36. Bij de beoordeling van grondslag D ten aanzien van ‘De Bilt’ is allereerst van belang dat in de eigen stelling van VHS onder 27 MvG, dat ET Exploitaties heeft verzuimd de huursommen voor ‘De Bilt’ over de maanden augustus en september 2004 te betalen, besloten ligt dat ET Exploitaties de huursommen over april t/m juli 2004 nog wel heeft betaald. Verder is van belang dat de niet-betaling van de huursommen over augustus en september 2004 blijkens het onder 23, eerste volzin, overwogene is terug te voeren op betalingsonmacht en dat blijkens het onder 29, laatste volzin, overwogene [appellant] van het ontstaan van die betalingsonmacht geen verwijt treft.
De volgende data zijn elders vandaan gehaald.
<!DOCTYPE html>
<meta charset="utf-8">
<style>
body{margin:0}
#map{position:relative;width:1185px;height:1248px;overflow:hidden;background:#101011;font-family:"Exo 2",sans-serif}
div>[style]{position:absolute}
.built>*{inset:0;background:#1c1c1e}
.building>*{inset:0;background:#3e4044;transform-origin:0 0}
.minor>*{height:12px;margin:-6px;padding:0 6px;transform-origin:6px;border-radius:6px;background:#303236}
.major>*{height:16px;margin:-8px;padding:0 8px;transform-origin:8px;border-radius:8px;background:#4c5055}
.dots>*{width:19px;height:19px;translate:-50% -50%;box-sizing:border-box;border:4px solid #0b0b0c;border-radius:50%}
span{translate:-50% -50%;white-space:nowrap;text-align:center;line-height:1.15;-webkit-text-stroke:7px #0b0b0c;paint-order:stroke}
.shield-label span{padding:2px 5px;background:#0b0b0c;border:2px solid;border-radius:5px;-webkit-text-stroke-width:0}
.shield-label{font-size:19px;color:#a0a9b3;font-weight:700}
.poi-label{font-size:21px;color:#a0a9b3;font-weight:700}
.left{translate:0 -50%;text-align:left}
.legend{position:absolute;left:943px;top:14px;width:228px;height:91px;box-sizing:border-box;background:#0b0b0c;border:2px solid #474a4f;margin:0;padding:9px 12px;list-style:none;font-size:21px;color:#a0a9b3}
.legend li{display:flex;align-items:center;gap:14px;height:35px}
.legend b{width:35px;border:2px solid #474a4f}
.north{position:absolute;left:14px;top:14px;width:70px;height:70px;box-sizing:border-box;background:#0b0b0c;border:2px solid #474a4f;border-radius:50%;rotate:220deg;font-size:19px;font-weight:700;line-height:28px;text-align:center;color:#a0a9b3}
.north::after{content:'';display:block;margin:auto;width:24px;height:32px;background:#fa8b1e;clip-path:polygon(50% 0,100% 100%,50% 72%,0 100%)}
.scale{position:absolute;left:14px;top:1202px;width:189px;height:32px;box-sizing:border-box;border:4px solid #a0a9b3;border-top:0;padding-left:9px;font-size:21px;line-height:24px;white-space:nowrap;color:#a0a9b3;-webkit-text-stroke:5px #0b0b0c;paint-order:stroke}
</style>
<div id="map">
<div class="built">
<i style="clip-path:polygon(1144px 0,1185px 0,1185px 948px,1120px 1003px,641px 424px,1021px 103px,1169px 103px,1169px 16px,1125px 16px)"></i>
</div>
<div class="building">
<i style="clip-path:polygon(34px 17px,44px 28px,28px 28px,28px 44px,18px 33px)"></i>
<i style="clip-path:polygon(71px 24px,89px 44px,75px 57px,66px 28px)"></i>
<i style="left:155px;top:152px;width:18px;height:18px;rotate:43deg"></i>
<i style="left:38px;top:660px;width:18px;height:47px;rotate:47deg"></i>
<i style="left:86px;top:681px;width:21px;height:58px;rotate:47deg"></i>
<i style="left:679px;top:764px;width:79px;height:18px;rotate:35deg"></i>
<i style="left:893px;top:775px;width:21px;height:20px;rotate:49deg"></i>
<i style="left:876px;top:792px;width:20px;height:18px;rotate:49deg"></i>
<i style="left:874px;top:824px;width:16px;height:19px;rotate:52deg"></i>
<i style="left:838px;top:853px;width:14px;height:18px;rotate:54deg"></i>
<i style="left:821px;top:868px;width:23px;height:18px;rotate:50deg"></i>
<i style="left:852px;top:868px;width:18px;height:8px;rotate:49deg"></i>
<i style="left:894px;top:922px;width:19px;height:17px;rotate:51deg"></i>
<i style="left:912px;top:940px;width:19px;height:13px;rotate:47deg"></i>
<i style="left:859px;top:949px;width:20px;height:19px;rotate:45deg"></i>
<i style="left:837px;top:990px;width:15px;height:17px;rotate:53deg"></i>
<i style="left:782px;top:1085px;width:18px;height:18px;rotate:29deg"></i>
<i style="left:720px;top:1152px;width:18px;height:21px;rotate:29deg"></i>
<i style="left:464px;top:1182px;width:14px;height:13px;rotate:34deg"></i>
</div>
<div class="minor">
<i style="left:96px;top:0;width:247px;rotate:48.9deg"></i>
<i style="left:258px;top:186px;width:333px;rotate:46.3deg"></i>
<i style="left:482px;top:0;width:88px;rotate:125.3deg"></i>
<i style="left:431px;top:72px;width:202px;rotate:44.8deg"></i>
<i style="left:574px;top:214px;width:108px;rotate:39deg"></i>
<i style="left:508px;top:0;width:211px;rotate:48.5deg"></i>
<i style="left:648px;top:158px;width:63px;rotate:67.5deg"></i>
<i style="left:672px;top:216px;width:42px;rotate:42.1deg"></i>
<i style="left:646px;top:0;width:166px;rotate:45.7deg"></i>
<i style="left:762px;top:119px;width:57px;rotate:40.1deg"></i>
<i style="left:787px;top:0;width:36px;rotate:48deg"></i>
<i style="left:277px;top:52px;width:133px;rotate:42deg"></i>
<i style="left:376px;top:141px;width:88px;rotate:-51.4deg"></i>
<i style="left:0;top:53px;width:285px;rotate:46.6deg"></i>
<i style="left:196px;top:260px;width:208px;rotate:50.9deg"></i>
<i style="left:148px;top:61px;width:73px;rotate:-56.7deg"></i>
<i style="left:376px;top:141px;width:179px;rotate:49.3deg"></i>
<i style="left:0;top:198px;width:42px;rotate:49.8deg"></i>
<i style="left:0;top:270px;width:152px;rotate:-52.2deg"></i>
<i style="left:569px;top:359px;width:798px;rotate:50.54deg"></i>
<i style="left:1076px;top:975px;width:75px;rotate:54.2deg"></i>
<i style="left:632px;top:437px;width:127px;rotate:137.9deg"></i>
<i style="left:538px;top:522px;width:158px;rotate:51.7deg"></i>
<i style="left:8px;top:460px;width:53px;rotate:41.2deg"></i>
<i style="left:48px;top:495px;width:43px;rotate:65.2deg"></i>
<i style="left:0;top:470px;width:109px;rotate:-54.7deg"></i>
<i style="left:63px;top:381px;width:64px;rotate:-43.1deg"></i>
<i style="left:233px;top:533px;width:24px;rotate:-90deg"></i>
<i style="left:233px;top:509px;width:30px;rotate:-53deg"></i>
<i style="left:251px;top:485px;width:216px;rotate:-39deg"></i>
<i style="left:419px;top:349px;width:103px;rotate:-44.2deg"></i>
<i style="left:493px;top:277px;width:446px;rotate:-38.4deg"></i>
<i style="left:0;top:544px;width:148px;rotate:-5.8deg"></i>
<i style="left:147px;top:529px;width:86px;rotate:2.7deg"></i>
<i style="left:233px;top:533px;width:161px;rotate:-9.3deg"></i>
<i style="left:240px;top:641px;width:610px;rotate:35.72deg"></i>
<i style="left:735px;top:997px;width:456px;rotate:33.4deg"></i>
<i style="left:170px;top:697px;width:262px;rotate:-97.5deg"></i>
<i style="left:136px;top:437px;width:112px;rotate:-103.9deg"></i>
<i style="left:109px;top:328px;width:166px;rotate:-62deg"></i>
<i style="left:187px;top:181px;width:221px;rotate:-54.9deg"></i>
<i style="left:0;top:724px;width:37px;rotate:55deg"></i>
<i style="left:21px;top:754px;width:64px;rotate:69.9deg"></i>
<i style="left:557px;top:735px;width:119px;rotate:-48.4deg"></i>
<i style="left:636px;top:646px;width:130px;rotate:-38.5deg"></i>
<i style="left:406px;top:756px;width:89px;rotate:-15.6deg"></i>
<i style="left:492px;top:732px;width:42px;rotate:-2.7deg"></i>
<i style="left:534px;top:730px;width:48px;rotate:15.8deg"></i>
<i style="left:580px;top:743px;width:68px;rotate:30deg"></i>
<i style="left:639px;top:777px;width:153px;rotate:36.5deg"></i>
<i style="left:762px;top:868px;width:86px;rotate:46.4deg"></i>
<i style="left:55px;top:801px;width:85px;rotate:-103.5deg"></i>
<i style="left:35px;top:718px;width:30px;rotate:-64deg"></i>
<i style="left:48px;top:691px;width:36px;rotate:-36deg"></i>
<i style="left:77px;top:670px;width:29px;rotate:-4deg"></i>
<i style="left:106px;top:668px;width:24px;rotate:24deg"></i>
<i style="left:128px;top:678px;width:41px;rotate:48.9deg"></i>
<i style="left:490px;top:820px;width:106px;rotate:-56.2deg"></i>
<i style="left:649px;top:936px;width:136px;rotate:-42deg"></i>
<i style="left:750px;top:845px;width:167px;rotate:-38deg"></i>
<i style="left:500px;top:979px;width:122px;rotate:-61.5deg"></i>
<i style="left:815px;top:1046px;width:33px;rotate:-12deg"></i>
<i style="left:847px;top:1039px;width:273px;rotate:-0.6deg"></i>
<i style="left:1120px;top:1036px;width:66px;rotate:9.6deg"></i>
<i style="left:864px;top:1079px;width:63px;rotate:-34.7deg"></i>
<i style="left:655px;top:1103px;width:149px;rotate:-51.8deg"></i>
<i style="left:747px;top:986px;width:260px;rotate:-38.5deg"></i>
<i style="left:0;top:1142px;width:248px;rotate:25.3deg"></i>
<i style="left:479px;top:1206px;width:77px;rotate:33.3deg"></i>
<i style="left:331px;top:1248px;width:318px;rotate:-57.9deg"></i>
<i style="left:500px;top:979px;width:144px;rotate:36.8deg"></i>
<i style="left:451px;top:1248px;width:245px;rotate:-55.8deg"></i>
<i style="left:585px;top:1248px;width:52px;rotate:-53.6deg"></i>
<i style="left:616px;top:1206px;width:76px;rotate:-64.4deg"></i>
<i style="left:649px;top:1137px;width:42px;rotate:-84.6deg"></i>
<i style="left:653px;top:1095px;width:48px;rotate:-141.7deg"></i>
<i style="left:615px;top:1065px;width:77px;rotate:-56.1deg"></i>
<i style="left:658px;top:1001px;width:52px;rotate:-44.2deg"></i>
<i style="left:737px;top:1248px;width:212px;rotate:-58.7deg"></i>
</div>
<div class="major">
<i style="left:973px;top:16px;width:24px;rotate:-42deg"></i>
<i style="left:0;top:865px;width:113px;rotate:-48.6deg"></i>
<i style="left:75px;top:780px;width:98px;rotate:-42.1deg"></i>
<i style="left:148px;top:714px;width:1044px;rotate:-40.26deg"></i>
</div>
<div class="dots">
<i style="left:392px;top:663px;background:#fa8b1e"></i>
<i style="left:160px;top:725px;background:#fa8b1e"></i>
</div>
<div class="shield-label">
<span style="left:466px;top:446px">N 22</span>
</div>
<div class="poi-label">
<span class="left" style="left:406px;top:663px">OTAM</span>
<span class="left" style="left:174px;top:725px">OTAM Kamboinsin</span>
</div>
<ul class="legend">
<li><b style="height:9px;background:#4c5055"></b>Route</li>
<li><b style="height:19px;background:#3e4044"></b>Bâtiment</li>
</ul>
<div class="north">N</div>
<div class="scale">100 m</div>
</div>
Dit betekent dat ook op grondslag D ten aanzien van ‘De Bilt’ de vordering van VHS niet (gedeeltelijk) kan worden toegewezen.
Slotsom
37. Hoewel de rechtbank niet op alle punten kan worden gevolgd in haar oordeel dat de vordering van VHS onvoldoende is onderbouwd, en de grieven in zoverre dus terecht zijn voorgedragen, brengt het voorgaande met zich dat zij die vordering niettemin terecht heeft afgewezen. Het bestreden vonnis zal derhalve worden bekrachtigd. Als de in hoger beroep in het ongelijk gestelde partij zal VHS worden veroordeeld in de daarop gevallen kosten.
Beslissing
Het hof:
- bekrachtigt het tussen partijen gewezen vonnis van de Rechtbank Dordrecht van 28 september 2005 (zoals aangevuld op 18 januari 2006);
- veroordeelt VHS in de kosten van de procedure in hoger beroep, tot op heden aan de zijde van [appellant] begroot op € 19.471,- , waarvan € 5.731,- voor verschotten en
€ 13.740,- voor salaris;
- verklaart dit arrest ten aanzien van de proceskostenveroordeling uitvoerbaar bij voorraad.
Dit arrest is gewezen door mrs. M.Y. Bonneur, J.E.H.M. Pinckaers en H.A. de Savornin Lohman, en is uitgesproken ter openbare terechtzitting van 16 september 2008 in aanwezigheid van de griffier.